::: INFORMATION

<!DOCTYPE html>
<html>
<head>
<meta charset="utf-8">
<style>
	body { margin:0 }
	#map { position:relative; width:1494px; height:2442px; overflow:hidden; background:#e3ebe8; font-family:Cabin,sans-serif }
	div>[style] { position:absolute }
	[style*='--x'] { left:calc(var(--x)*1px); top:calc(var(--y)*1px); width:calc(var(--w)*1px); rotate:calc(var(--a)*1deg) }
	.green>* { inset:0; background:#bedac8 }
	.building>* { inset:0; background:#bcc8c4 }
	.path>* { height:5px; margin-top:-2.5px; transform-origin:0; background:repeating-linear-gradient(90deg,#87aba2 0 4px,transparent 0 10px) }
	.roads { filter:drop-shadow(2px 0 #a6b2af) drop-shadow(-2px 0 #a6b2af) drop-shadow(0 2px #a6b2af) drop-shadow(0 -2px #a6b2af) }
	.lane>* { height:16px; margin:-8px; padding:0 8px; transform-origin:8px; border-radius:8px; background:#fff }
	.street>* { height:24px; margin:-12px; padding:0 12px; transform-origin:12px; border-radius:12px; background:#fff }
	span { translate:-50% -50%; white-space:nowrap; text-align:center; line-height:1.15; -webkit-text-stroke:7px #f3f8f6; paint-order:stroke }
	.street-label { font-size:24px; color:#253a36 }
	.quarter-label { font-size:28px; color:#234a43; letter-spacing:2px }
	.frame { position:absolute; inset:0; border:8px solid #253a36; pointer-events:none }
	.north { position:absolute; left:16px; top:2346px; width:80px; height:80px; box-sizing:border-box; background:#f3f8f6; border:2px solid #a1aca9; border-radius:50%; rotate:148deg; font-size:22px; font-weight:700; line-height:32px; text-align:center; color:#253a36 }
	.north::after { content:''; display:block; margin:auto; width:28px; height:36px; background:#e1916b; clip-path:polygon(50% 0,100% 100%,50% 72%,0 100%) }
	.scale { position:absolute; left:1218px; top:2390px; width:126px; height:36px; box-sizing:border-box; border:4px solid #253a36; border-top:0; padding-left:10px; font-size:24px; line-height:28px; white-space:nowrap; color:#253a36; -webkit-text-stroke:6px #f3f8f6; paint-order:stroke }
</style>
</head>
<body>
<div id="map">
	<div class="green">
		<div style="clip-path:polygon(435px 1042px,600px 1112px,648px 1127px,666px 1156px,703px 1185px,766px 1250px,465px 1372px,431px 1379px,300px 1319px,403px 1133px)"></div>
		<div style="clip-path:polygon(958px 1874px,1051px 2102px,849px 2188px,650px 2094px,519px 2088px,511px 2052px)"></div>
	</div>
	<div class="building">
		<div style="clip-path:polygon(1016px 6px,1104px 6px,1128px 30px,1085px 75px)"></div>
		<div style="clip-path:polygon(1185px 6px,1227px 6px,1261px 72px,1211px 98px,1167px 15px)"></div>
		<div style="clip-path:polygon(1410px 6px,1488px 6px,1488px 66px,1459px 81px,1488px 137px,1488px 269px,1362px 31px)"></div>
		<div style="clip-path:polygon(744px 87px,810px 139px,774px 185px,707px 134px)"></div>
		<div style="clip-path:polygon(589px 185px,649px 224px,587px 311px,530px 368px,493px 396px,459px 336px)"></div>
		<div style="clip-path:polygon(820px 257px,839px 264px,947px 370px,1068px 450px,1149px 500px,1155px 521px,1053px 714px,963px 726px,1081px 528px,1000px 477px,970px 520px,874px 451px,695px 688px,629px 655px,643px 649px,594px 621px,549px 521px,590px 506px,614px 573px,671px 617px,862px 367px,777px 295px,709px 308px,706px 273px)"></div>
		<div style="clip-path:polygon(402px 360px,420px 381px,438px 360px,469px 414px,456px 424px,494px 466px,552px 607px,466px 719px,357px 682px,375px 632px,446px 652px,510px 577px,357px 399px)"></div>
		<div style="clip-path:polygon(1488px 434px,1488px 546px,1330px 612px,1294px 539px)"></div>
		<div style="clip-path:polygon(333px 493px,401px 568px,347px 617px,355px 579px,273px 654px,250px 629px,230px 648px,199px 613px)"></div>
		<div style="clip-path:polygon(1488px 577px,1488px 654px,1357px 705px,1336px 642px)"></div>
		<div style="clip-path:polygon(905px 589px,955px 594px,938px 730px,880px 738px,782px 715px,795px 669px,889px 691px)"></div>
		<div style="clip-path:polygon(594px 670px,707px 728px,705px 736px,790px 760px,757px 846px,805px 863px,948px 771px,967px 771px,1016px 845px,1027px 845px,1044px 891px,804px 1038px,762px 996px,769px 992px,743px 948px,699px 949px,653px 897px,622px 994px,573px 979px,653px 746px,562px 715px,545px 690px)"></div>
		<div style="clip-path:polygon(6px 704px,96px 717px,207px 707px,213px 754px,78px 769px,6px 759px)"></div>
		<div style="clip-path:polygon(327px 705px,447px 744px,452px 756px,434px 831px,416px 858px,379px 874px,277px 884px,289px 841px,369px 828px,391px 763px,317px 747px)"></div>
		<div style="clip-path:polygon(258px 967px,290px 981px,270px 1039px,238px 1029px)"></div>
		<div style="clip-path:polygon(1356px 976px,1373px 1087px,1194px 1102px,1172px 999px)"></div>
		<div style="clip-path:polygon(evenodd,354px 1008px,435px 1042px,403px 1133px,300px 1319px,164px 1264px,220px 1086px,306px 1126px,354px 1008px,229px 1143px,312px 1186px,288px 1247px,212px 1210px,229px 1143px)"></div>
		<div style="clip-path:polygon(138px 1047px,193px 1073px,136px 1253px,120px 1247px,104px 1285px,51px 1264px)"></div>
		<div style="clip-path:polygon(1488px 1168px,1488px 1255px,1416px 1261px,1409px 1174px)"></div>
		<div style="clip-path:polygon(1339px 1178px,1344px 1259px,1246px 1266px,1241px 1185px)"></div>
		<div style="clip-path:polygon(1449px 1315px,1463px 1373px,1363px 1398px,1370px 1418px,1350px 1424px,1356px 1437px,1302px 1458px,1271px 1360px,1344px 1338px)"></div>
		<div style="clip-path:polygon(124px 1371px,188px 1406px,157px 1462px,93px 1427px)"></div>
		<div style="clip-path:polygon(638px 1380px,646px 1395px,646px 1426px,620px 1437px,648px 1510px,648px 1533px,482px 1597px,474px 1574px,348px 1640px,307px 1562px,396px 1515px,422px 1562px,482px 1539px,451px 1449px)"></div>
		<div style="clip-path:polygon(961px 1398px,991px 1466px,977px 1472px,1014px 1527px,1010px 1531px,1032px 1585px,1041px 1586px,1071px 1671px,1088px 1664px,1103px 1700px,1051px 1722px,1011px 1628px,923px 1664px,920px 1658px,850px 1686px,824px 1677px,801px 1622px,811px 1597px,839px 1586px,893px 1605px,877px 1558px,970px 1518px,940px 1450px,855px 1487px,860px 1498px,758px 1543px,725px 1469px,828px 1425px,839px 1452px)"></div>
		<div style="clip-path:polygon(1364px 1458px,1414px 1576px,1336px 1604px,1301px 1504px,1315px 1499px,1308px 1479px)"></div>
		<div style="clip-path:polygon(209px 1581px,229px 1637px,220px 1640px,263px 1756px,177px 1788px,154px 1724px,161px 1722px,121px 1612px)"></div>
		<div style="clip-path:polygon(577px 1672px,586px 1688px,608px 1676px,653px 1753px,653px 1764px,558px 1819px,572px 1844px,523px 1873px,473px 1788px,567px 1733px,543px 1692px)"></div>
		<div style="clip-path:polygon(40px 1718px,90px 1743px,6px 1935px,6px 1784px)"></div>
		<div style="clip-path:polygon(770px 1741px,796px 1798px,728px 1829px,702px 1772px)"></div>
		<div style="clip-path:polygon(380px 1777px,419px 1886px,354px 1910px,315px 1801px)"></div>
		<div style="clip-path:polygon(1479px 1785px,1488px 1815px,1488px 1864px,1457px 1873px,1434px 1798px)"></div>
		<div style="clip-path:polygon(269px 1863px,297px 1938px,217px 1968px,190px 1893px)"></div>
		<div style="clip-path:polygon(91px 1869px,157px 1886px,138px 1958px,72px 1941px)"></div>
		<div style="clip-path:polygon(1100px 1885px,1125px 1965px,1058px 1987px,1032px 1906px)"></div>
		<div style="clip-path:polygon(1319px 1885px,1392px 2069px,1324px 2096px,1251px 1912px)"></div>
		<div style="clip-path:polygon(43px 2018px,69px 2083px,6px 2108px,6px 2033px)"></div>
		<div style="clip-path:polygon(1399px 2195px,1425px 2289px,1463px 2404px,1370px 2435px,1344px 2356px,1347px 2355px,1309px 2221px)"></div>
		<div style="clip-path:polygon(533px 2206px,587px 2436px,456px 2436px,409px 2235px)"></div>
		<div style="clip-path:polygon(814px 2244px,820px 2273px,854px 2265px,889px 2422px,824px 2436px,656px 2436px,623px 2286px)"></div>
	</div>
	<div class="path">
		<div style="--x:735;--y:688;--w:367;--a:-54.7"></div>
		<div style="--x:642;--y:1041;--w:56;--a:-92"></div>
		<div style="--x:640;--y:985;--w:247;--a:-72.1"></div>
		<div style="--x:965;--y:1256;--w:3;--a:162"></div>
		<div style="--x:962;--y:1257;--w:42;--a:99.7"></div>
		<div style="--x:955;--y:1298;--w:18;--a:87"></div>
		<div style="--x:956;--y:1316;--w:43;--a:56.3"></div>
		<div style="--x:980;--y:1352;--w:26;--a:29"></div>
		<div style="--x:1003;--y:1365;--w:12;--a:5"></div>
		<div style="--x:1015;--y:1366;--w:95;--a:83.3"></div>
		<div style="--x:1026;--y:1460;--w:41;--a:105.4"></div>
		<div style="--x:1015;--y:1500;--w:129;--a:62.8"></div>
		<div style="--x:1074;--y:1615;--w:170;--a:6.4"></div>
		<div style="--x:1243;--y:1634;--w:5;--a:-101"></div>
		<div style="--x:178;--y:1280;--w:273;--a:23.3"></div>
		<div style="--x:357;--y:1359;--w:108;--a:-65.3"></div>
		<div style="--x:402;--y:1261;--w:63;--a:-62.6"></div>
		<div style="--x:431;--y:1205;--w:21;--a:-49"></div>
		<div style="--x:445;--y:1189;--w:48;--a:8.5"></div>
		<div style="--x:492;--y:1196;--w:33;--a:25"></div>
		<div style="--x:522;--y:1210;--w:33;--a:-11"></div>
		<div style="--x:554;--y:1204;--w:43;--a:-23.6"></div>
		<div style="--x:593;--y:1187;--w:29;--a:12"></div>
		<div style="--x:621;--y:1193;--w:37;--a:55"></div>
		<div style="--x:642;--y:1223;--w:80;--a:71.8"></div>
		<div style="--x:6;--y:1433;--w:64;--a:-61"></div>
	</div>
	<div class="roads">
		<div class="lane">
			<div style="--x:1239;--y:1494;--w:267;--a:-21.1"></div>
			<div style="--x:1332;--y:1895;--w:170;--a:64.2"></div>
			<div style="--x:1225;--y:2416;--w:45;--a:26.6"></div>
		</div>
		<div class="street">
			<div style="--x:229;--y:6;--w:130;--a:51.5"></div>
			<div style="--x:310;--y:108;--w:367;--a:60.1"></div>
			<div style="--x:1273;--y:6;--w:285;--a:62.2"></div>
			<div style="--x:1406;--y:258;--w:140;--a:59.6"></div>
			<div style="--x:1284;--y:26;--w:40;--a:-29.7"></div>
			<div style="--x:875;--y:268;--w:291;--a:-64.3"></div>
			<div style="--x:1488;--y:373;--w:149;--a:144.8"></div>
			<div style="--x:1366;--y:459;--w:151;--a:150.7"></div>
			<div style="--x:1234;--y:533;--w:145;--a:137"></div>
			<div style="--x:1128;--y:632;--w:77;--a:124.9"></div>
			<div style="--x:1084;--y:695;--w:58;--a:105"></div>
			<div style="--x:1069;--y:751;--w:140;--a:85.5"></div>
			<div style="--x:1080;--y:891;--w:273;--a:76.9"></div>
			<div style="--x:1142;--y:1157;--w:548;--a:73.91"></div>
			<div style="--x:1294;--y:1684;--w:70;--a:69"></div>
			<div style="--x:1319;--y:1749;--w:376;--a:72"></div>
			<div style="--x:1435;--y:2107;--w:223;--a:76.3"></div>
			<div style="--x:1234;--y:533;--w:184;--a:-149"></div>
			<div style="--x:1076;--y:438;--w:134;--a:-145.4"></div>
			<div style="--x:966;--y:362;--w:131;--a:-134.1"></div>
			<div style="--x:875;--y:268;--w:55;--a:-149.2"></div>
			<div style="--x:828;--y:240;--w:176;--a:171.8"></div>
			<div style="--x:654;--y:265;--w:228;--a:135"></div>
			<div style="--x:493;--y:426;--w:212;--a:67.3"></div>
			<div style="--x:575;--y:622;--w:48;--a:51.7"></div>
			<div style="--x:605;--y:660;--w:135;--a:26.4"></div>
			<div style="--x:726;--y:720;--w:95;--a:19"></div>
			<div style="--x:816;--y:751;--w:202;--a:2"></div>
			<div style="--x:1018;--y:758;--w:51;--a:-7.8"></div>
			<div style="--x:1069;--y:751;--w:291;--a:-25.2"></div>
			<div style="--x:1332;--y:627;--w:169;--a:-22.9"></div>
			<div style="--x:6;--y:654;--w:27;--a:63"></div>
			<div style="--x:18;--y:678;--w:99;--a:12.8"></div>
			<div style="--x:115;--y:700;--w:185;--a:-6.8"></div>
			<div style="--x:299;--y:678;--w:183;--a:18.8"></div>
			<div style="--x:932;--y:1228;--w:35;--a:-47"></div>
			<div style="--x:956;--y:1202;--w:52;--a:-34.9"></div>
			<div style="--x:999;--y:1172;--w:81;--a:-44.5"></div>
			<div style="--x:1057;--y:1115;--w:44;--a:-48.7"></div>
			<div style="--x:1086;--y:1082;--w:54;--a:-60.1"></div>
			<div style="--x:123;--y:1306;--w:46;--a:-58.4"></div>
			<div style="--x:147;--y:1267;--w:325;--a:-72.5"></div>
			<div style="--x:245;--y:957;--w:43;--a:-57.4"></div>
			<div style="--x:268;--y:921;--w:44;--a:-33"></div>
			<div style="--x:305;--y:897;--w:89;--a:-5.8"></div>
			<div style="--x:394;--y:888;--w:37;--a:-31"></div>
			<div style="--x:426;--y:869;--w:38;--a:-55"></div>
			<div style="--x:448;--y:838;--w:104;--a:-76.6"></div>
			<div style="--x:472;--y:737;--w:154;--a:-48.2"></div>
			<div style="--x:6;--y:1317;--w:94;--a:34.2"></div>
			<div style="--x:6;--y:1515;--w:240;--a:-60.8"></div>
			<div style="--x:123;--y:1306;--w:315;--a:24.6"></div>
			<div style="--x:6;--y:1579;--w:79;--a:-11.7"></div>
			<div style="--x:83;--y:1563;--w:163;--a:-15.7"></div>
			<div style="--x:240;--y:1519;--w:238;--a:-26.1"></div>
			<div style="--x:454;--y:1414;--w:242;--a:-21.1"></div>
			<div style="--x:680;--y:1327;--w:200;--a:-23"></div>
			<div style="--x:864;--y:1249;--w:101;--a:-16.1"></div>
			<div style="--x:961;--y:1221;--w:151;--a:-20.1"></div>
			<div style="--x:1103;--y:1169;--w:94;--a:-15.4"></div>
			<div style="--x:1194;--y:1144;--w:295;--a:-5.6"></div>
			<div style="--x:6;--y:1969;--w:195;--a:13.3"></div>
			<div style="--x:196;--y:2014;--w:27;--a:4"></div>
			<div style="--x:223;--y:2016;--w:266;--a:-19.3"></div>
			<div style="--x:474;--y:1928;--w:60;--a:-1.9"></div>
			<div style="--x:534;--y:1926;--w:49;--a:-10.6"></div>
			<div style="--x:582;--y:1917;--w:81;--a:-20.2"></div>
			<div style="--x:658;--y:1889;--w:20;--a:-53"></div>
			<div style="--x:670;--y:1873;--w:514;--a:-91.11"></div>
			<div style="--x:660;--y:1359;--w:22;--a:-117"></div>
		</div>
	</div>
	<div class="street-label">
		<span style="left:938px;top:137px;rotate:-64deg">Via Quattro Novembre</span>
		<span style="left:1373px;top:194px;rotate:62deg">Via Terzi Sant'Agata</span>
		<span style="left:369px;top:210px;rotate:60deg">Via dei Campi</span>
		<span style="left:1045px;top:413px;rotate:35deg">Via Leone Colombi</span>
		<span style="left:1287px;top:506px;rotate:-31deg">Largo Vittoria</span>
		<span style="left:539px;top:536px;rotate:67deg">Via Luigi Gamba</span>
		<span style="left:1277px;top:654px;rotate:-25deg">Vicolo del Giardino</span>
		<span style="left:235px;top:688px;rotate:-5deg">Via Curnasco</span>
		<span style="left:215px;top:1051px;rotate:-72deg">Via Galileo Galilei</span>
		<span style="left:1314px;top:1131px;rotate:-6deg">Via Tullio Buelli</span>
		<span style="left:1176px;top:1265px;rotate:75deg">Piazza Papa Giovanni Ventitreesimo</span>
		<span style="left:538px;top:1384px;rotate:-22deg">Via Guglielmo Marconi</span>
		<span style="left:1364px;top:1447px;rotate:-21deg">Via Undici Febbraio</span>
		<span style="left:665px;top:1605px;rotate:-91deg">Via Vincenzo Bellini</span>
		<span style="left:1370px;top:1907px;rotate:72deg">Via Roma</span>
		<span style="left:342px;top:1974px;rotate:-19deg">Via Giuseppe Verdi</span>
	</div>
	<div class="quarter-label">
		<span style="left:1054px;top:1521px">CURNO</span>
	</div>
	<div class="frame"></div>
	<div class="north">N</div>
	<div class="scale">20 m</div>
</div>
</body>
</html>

::::::

Copy the entries word for word. Start at the first line and end with the line containing "translate:-50% -50%; white-space:nowrap;".

» WRITTEN RESPONSE
<!DOCTYPE html>
<html>
<head>
<meta charset="utf-8">
<style>
	body { margin:0 }
	#map { position:relative; width:1494px; height:2442px; overflow:hidden; background:#e3ebe8; font-family:Cabin,sans-serif }
	div>[style] { position:absolute }
	[style*='--x'] { left:calc(var(--x)*1px); top:calc(var(--y)*1px); width:calc(var(--w)*1px); rotate:calc(var(--a)*1deg) }
	.green>* { inset:0; background:#bedac8 }
	.building>* { inset:0; background:#bcc8c4 }
	.path>* { height:5px; margin-top:-2.5px; transform-origin:0; background:repeating-linear-gradient(90deg,#87aba2 0 4px,transparent 0 10px) }
	.roads { filter:drop-shadow(2px 0 #a6b2af) drop-shadow(-2px 0 #a6b2af) drop-shadow(0 2px #a6b2af) drop-shadow(0 -2px #a6b2af) }
	.lane>* { height:16px; margin:-8px; padding:0 8px; transform-origin:8px; border-radius:8px; background:#fff }
	.street>* { height:24px; margin:-12px; padding:0 12px; transform-origin:12px; border-radius:12px; background:#fff }
	span { translate:-50% -50%; white-space:nowrap; text-align:center; line-height:1.15; -webkit-text-stroke:7px #f3f8f6; paint-order:stroke }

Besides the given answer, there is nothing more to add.